H- asked me if I’ve ever been bullied. This was at dinner. I’m sure it was after she’d shared that her second grade class is, yet again, learning about weather patterns (iz literasee evin uh konsern enymor?). But I cannot remember for certain whether it was after, that is, caused by the scene we witnessed at the restaurant or not. It must have been after.
We were eating at Freddy’s, which has turned into one of our favorite spots. While there, we were privy to some man walking back into the establishment with his recently purchased brown bag of burgers. He proceeded to theatrically unpack the bag and open the boxes in front of the watching staff, notably one unassuming teenage girl.
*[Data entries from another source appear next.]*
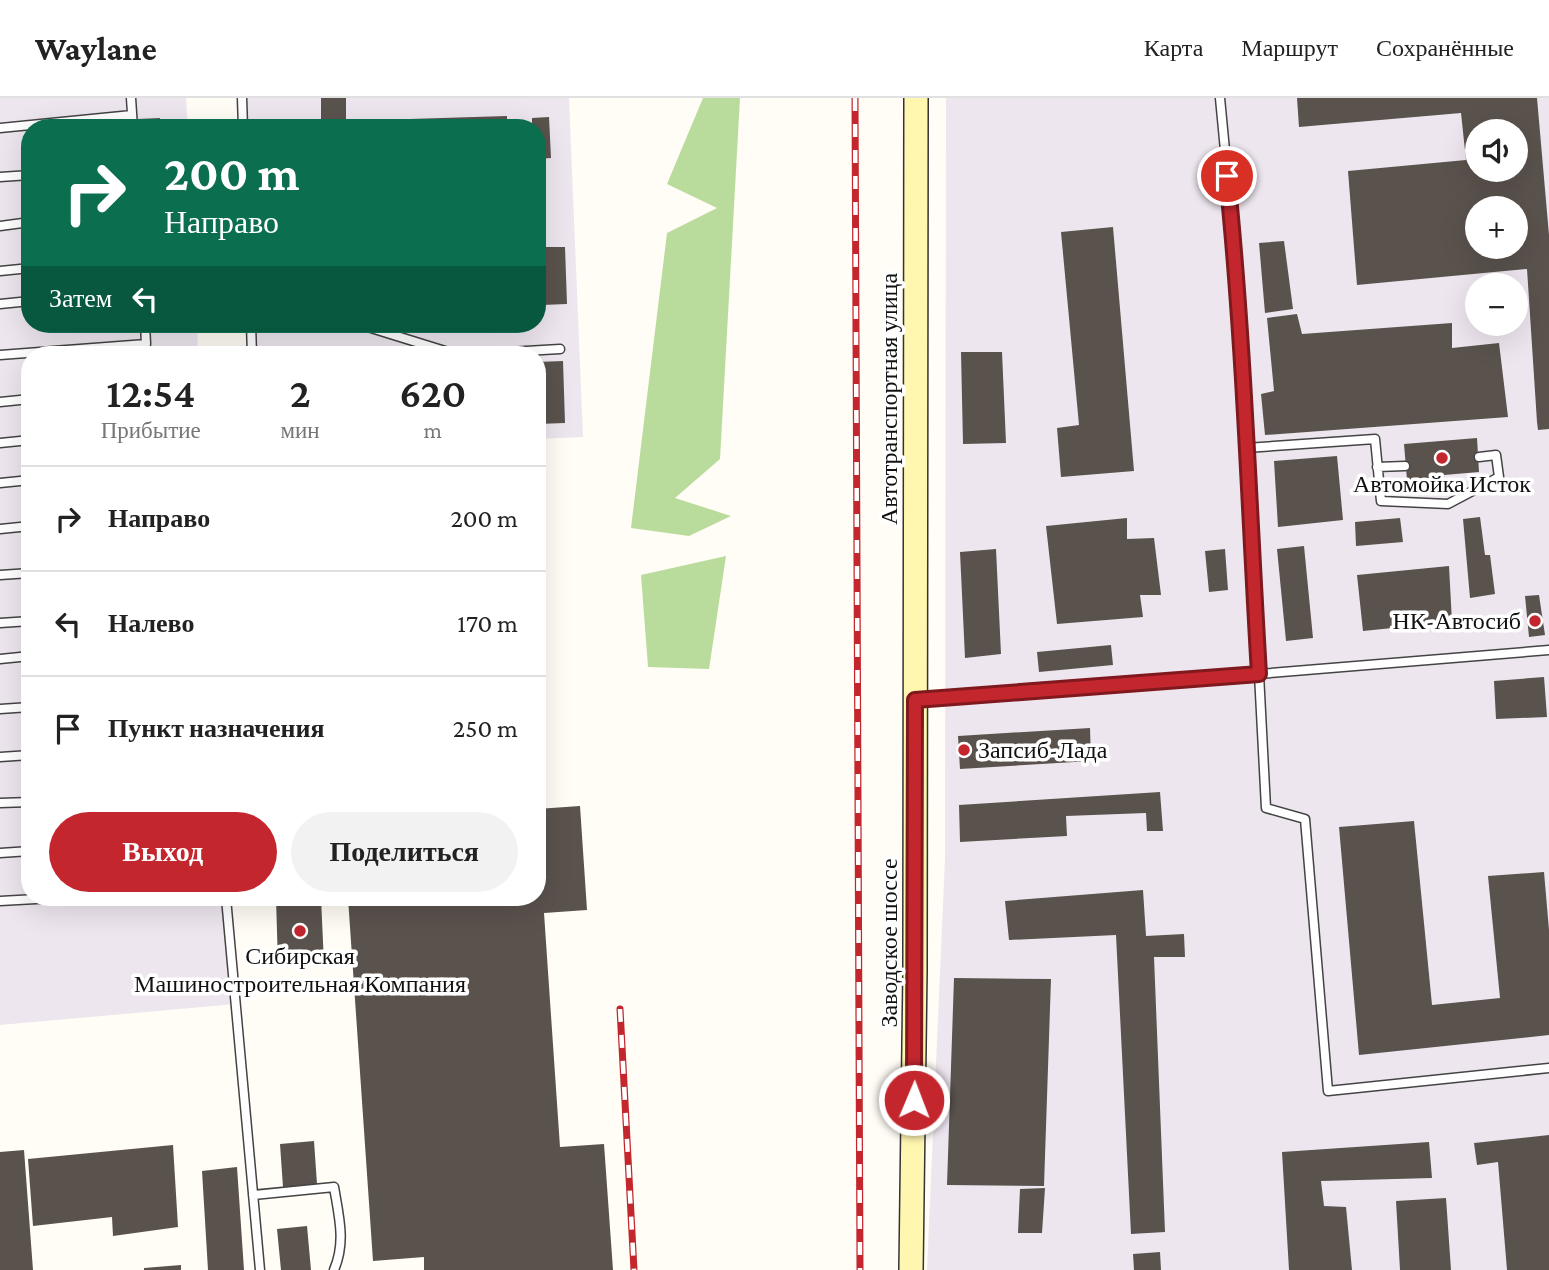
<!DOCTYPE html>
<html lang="ru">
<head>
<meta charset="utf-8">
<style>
  body { margin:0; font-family:"Crimson Pro",serif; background:#f2f2f2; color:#222; height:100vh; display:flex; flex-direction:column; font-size:26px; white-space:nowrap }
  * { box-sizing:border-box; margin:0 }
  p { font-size:23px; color:#767676 }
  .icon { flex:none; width:38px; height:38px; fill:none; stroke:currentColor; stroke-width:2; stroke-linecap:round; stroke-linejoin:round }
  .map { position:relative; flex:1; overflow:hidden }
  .panel { position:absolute; left:21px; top:248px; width:525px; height:560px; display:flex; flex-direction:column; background:#fff; border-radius:28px; box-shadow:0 7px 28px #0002 }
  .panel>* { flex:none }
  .hud { position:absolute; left:21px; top:21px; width:525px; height:214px; border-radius:28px; box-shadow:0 7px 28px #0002; background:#0b6e4f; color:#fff; overflow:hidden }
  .fabs { position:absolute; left:1465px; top:21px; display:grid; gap:14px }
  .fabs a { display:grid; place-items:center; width:63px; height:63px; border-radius:50%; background:#fff; box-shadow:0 7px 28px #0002; font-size:35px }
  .pin { position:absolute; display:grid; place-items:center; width:60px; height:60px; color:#fff; margin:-30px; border:4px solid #fff; border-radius:50%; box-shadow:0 2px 7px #0007 }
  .me { position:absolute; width:77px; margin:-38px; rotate:1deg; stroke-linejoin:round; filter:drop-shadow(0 0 5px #0008) }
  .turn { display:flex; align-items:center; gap:24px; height:147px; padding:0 28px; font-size:32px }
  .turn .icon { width:91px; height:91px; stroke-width:2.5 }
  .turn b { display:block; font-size:49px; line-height:60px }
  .then { display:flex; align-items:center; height:66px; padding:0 28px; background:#0003; gap:14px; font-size:26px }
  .eta { display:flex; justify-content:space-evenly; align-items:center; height:119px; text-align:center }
  .eta b { font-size:42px; font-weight:600; line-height:49px }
  .primary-button { display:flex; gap:14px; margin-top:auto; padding:14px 28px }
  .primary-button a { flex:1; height:80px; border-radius:42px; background:#c4262e; color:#fff; font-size:28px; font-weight:600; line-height:80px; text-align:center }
  .primary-button a+a { background:#f2f2f2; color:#222 }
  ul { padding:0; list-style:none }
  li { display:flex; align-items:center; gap:21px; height:105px; padding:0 28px; border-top:2px solid #e0e0e0 }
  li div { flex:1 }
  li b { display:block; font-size:26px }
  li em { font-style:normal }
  header { display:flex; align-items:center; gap:42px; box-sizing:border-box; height:98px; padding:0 35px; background:#fff; border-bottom:2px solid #e0e0e0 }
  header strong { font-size:33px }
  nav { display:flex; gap:38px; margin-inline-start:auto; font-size:24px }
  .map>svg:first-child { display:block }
  .industrial { fill:#eee6ef; fill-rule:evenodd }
  .forest { fill:#b9dc9c }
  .building { fill:#5a524d; fill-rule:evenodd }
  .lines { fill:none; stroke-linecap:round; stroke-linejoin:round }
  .lane-casing { stroke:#444; stroke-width:11 }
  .secondary-casing { stroke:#333; stroke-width:26 }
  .lane { stroke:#fff; stroke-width:8 }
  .secondary { stroke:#fff6b0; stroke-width:23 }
  .rail-casing { stroke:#c4262e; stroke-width:7 }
  .rail { stroke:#fff; stroke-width:4.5; stroke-dasharray:13; stroke-linecap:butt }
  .route-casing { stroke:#7f191e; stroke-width:18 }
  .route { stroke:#c4262e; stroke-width:12 }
  .poi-dot { fill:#c4262e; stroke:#fff; stroke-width:2.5 }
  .labels { text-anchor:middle; stroke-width:7; stroke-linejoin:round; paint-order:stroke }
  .street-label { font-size:24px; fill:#111; stroke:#fff }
  .poi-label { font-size:24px; fill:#111; stroke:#fff }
</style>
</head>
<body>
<header>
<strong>Waylane</strong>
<nav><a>Карта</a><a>Маршрут</a><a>Сохранённые</a></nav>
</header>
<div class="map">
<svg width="1549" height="1172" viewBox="0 0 1549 1172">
  <rect width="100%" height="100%" fill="#fffdf5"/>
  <!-- industrial -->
  <path class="industrial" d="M0 0H186L188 30H30V226H197L198 257H30V800H226L236 906 0 927Z
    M242 0H569L583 339 537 341V257H252L251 226H537V30H243Z
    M946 0H1549V1172H927L945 760ZM1477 33H1516V72H1477ZM1477 110H1516V149H1477ZM1477 187H1516V226H1477Z"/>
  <!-- forest -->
  <path class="forest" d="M703 0H740L720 361 675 400 731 418 689 438 631 430 667 135 717 110 667 86Z
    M726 458 709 571 648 569 641 477Z"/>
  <!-- building -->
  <path class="building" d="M321 0H346V26L321 27Z
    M1297 0H1537L1549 137V331L1538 332 1537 324 1527 171 1357 187 1348 73 1466 62 1461 15 1299 29ZM1477 33H1516V72H1477ZM1477 110H1516V149H1477Z
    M507 18V30H377V22Z
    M549 19 551 60 537 61V30H532V20Z
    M160 20 161 30H138L137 21Z
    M1113 129 1134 373 1061 379 1057 330 1079 327 1061 134Z
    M1284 143 1293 211 1265 215 1259 145Z
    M540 149H565L567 206 542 207Z
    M1297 216 1302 236 1452 225V250L1499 245 1508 319 1265 337 1261 296 1274 293 1267 220Z
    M961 254H1002L1006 345 963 346Z
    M563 263 565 325 537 326V264Z
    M1477 340 1479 374 1444 377 1445 391 1408 394 1404 346Z
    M1337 358 1343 422 1278 429 1274 363Z
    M1480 419 1485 457H1490L1495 496 1470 500 1463 421Z
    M1127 420V441L1154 440 1161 497H1140L1143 519 1057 526 1046 428Z
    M1400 420 1403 444 1356 448 1355 424Z
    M1304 448 1313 540 1286 543 1277 451Z
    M996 451 1001 556 965 560 960 454Z
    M1225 451 1228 492 1209 494 1205 453Z
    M1449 468 1452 524 1363 533 1357 477Z
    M1539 497 1545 537 1529 539 1525 498Z
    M1111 547 1113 567 1039 574 1037 554Z
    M1544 579 1547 619 1496 621 1494 583Z
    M1090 630 1091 663 960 671 958 638Z
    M1160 694 1163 733H1147L1146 715 1066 718 1067 738 960 744 959 707Z
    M580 708 587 812 544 815 560 1049 604 1046 613 1172H424V1159L373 1163 348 800H537V711Z
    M1414 723 1432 907 1500 900 1488 778 1544 774 1549 832V937L1359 957 1339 729Z
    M1143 792 1146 838 1184 836 1185 859H1154L1165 1134 1131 1136 1116 837 1009 842 1005 803Z
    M276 800H321L324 866 278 867Z
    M954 880 1051 881 1044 1088 947 1087Z
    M1549 1037V1172H1507L1498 1064 1477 1067 1474 1045Z
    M314 1043 317 1086 283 1089 280 1046Z
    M1429 1044 1432 1080 1321 1083 1324 1108 1346 1109 1352 1172H1289L1282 1054Z
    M173 1047 178 1129 113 1138 112 1119 33 1128 28 1061Z
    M24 1052 33 1172H0V1054Z
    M237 1069 244 1172H208L202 1073Z
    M1045 1090 1042 1135H1018L1020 1091Z
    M1446 1100 1451 1172H1400L1396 1103Z
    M307 1128 311 1172H281L277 1131Z
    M1160 1154 1161 1172H1134L1133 1156Z
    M181 1167V1172H144V1170Z"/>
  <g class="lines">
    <defs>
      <path id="lane" d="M131 0 133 30
        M242 0 243 30
        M0 30 132 17
        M0 79 30 77
        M0 128 30 124
        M0 173 30 170
        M0 206 30 203
        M251 226 252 257
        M358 226 458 257 560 251
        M0 257 146 246 145 226
        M0 304 30 301
        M0 345 30 342
        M1246 350 1375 341 1381 403 1448 406 1499 379 1496 357 1479 359
        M1377 369 1405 368
        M0 385 30 382
        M0 431 30 428
        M0 477 30 475
        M0 525 30 523
        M1549 552 1259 576 1266 710 1305 721 1328 993 1549 970
        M0 561 30 558
        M918 602 1259 576 1246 350 1240 209 1220 0
        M0 611 30 609
        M0 659 30 657
        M0 705 30 704
        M0 755 30 753
        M226 800 260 1172
        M0 803 54 800
        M253 1097 334 1089C339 1119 346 1144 334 1172"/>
      <path id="secondary" d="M911 1172 915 872 916 0"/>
    </defs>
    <!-- lane casing -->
    <use href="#lane" class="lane-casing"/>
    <!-- secondary casing -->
    <use href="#secondary" class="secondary-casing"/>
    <!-- lane -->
    <use href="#lane" class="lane"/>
    <!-- secondary -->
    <use href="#secondary" class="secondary"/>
    <defs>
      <path id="rail" d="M855 0 860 1172
        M620 911 634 1172"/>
    </defs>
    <!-- rail casing -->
    <use href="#rail" class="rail-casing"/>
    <!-- rail -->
    <use href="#rail" class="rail"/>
  </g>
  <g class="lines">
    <defs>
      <path id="route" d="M914 1002 915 602 1259 576C1249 410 1244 244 1227 78"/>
    </defs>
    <!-- route casing -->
    <use href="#route" class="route-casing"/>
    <!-- route -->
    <use href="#route" class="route"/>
  </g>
  <!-- markers -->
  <g class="poi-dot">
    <circle cx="1442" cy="360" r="7"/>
    <circle cx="1535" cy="523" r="7"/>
    <circle cx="964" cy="652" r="7"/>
    <circle cx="300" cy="833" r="7"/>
  </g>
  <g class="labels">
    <!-- street labels -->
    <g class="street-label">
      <text transform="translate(889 301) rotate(-90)" y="8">Автотранспортная улица</text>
      <text transform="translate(889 845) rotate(-90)" y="8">Заводское шоссе</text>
    </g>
    <!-- poi labels -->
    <g class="poi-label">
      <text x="1442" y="394">Автомойка Исток</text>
      <text x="1521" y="531" text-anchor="end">НК-Автосиб</text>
      <text x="978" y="660" text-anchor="start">Запсиб-Лада</text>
      <text x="300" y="866">Сибирская<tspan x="300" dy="28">Машиностроительная Компания</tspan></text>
    </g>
  </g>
</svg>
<div class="fabs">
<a><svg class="icon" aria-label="sound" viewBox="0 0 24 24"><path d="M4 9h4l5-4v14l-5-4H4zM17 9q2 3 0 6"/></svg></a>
<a>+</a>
<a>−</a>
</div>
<div class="pin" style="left:1227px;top:78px;background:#d93025"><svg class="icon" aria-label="arrive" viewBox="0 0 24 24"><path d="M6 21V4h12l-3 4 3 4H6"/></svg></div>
<svg class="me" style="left:914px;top:1002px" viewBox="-20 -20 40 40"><circle r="17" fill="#c4262e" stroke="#fff" stroke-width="3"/><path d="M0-11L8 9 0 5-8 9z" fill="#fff"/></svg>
<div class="hud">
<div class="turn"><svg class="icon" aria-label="right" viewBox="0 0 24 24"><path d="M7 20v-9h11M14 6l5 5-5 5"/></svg><div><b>200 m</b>Направо</div></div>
<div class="then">Затем<svg class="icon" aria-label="left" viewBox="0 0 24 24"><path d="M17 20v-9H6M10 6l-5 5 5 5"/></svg></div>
</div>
<section class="panel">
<div class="eta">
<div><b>12:54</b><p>Прибытие</p></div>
<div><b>2</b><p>мин</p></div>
<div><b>620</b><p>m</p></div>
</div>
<ul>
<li><svg class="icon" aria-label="right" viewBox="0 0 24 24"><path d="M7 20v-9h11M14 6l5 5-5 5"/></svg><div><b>Направо</b></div><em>200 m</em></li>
<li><svg class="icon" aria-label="left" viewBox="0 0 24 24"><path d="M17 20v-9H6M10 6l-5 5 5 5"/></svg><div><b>Налево</b></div><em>170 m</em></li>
<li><svg class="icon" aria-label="arrive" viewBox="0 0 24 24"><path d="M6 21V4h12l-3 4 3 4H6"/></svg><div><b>Пункт назначения</b></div><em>250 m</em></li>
</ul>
<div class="primary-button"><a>Выход</a><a>Поделиться</a></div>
</section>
</div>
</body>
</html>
Then, I recall him angrily adding the rejoinder, “…and now you’re wasting my time!”
Despite joining me on my other two trips, first to fill the sauce cups, second, the drink cups, and after displaying excitement upon our number being called, when I stood up to head to the counter where the man was, H- looked at me sincerely and announced, “I’m staying here.”
Uneventfully enjoying our food, in response to her bullying question, I finally said, “Do you know what war is?”
She replied, “Yes.”
“What is it?”
She answered, “It’s when you kill people.”
“Is that worse than bullying, do you think?”
She said, “Yes.”
“Do you think bullying occurs before killing or after killing?”
Not needing too much time to consider the question, she soon responded, “Before.”
“And you know I fought in war, right?”
Ever resilient, H-‘s eyes rounded out the word “Yes” with the innate understanding that her father couldn’t do wrong.
As I began again she interrupted, “But I don’t understand why people would kill each other?”
“Do you remember the video I tried to show you where the planes flew into the buildings?”
“Look at this napkin, H-. Pretend that the napkin is the United States. Everyone in the United States is an American. There are people off of the napkin, people from different parts of the world who want to hurt us and kill us. The only way to stop them is to cause them to fear us. They must believe if they ever try to harm us again they will immediately be killed.”
“It’s okay now, H-,” I reassured her.
“How do you know he’s not mad anymore, daddy?”
“Well, he saw me approach to get our food and he backed away.”
Her eyes blankly looked out the window, as if searching for something.
“Plus I heard another employee defend the girl and say, ‘I’m sorry, sir. It was my fault. I’m new and still learning the job.'”
“Oh,” she said.
I then whispered, “But I don’t think he was new. I think he just said that to calm the man down.”
“You don’t think he was new?”
“I think he was trying to calm the man down, H-. That’s the bigger goal. Do you see how in this case the lie was okay?”
Her vertical nod showed me only that I was leading the witness.
“What about if it was not just a restaurant? What if someone was depending on you to tell the truth, should you lie then?”
“Right. But here, it isn’t wrong that the employee lied. It would have been worse if something worse would have happened. Do you understand?”
Last night, I taught my daughter that, not only have I not been bullied, but that I have done more than bully to others. And that lying can be okay. What do you think? (As you answer, keep in mind that this was after we prayed over our dinner in the name of Jesus.)